Select Smarter Lags for Time Series #3005

freddyaboulton · 2021-11-02T22:23:49Z

Pull Request Description

After creating the pull request: in order to pass the release_notes_updated check you will need to update the "Future Release" section of docs/source/release_notes.rst to include this pull request by adding :pr:123.

codecov · 2021-11-02T22:29:16Z

Codecov Report

Merging #3005 (b9930e6) into main (ae89b27) will increase coverage by 0.1%.
The diff coverage is 100.0%.

@@           Coverage Diff           @@
##            main   #3005     +/-   ##
=======================================
+ Coverage   99.7%   99.7%   +0.1%     
=======================================
  Files        312     312             
  Lines      29775   29853     +78     
=======================================
+ Hits       29684   29762     +78     
  Misses        91      91

Impacted Files	Coverage Δ
evalml/tests/automl_tests/test_automl.py	`99.5% <ø> (ø)`
.../automl_tests/test_automl_search_classification.py	`100.0% <ø> (ø)`
evalml/tests/component_tests/test_components.py	`98.9% <ø> (ø)`
...rmers/preprocessing/delayed_feature_transformer.py	`100.0% <100.0%> (ø)`
...mponent_tests/test_delayed_features_transformer.py	`100.0% <100.0%> (ø)`
.../tests/pipeline_tests/test_time_series_pipeline.py	`99.8% <100.0%> (+0.1%)`	⬆️

Continue to review full report at Codecov.

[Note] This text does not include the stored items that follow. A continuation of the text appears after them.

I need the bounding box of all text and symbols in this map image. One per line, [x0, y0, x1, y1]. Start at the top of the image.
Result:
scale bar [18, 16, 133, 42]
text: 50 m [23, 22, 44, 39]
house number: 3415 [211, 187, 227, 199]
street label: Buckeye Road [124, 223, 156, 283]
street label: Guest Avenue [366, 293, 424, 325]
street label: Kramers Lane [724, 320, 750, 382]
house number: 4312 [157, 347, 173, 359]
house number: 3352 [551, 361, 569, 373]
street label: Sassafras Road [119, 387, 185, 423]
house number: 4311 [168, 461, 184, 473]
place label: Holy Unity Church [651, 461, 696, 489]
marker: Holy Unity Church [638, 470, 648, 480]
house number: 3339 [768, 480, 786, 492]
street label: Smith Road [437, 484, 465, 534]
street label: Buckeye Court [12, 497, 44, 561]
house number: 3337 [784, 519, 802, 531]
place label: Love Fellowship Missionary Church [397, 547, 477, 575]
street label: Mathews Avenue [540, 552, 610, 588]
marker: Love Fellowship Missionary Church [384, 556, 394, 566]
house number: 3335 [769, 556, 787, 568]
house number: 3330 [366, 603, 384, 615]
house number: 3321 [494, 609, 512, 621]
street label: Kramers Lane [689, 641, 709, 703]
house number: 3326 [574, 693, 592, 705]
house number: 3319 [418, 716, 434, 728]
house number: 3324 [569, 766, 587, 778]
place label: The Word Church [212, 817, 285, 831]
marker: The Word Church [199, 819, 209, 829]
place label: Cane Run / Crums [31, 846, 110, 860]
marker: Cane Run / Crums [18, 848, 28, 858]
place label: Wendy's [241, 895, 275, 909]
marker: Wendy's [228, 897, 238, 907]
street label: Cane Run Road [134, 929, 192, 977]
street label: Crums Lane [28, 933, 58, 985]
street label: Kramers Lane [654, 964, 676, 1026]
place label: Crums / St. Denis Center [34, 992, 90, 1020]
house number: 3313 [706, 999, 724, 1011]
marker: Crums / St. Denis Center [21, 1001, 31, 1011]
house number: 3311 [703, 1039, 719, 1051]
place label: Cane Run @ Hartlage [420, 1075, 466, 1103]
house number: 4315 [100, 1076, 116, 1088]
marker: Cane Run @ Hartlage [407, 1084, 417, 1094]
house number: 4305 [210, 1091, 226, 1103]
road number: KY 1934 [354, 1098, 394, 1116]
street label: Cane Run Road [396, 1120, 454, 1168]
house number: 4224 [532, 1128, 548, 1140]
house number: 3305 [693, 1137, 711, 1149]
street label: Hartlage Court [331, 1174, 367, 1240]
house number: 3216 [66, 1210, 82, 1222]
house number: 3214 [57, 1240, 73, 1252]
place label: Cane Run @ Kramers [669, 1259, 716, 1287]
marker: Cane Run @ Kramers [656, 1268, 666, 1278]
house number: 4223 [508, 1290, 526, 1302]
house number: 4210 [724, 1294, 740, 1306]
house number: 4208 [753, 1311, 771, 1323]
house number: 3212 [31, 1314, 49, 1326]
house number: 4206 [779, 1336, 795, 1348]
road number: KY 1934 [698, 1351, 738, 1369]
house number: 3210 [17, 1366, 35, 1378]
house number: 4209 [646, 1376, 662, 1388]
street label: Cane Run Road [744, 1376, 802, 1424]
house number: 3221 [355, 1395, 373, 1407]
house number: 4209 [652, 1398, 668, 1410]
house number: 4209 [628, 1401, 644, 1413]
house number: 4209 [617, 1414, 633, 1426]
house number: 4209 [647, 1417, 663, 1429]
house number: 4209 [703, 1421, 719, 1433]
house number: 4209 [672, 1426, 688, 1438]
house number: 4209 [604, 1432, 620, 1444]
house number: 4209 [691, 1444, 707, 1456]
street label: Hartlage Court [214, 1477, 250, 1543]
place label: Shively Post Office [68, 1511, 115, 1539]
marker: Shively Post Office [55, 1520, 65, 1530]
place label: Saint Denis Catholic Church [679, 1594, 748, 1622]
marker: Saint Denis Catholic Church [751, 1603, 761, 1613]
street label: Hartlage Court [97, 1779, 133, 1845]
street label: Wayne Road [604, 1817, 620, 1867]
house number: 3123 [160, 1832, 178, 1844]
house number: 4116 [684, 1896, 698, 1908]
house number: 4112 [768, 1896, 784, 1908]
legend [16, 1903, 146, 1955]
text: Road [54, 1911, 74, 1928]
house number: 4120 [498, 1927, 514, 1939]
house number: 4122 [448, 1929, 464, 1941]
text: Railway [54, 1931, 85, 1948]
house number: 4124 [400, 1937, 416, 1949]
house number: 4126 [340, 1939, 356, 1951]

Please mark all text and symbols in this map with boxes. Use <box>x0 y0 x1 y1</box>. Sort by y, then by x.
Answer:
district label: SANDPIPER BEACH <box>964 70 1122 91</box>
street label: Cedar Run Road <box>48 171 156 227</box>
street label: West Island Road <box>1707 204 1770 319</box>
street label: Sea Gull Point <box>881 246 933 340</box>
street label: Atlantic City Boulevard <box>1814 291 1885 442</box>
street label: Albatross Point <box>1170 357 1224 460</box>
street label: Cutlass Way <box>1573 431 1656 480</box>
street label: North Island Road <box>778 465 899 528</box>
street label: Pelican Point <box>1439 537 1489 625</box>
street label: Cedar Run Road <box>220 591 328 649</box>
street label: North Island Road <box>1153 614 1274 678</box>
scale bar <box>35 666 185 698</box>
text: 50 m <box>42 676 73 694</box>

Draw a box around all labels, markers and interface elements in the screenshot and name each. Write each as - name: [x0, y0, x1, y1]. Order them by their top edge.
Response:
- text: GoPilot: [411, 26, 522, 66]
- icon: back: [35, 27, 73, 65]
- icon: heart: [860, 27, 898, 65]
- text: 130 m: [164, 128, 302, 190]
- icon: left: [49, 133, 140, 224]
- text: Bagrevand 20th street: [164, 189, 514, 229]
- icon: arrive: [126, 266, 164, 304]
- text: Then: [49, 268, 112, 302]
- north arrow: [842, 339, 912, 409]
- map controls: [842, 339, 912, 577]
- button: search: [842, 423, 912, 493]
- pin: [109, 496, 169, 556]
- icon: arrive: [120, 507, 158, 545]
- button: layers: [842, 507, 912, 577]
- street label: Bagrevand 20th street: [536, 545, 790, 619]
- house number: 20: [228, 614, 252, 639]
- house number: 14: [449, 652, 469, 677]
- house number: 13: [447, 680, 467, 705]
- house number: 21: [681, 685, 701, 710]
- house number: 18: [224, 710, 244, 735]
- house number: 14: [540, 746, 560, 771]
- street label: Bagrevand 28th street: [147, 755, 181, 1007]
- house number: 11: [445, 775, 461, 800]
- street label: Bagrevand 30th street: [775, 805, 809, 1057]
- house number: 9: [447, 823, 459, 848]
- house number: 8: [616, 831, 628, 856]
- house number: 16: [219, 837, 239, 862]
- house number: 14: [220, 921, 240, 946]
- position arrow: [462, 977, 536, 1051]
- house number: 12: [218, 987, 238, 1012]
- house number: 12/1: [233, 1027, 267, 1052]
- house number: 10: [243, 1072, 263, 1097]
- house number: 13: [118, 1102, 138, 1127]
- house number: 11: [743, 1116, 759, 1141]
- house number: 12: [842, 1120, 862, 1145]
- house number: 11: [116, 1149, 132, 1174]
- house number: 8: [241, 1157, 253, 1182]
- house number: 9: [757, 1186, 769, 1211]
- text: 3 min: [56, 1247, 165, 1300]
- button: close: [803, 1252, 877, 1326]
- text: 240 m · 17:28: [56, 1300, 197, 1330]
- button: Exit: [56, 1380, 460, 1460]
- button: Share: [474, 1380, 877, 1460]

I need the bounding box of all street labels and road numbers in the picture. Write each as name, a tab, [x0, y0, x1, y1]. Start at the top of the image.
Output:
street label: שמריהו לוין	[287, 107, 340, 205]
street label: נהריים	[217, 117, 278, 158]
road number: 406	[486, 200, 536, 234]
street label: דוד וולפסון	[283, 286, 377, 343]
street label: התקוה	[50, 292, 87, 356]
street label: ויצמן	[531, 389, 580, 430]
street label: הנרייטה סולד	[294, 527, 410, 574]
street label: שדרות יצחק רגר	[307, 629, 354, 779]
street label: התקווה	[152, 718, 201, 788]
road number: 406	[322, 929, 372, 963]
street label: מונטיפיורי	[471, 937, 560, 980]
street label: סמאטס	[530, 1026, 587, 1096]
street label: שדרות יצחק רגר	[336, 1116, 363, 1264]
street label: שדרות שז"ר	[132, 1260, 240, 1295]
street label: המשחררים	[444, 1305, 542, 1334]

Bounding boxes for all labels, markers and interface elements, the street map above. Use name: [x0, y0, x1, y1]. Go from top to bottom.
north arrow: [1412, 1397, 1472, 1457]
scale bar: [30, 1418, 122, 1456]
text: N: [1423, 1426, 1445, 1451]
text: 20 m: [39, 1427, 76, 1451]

Legend - Click here to learn more
Δ = absolute <relative> (impact), ø = not affected, ? = missing data
Powered by Codecov. Last update ae89b27...b9930e6. Read the comment docs.

freddyaboulton · 2021-11-03T14:10:56Z

evalml/tests/component_tests/test_delayed_features_transformer.py

-            X=X, y=y
-        ),
+        DelayedFeatureTransformer(
+            max_delay=3, gap=0, forecast_horizon=1, conf_level=1.0


Using a conf_level of 1.0 selects all lags. Some of these tests rely on the DelayedFeatureTransformer selecting all lags.

bchen1116

Great work on this! You got this out so fast. I think one thing that we should add before merging this would be some documentation, maybe here, that would allow users to understand what this component is doing and how changing conf_level could change the lags used. This would help with un-black-boxing the component.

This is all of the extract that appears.